(Listed entries Opens)

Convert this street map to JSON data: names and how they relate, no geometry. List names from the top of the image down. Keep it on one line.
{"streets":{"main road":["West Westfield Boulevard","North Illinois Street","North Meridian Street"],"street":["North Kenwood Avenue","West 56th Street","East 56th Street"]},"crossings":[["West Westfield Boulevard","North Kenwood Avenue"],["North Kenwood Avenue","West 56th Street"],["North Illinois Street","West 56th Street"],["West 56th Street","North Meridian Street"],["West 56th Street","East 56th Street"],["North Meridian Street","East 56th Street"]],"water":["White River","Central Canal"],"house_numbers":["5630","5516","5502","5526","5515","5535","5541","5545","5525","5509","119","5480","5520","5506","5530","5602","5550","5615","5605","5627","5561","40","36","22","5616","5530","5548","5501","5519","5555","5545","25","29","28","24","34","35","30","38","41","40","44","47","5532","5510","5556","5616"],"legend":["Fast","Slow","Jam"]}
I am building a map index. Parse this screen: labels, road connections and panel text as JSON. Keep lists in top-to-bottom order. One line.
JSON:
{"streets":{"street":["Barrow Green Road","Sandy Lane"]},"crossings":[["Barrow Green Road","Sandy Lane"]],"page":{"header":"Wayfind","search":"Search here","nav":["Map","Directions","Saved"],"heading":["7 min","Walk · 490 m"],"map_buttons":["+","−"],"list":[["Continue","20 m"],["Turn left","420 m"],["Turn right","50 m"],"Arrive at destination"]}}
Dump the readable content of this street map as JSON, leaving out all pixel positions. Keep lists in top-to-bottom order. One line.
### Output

(Listed entries Closes)

Scan the entries above and copy each line where "lists" occurs.

I am building a map index. Parse this screen: labels, road connections and panel text as JSON. Keep lists in top-to-bottom order. One line.
Dump the readable content of this street map as JSON, leaving out all pixel positions. Keep lists in top-to-bottom order. One line.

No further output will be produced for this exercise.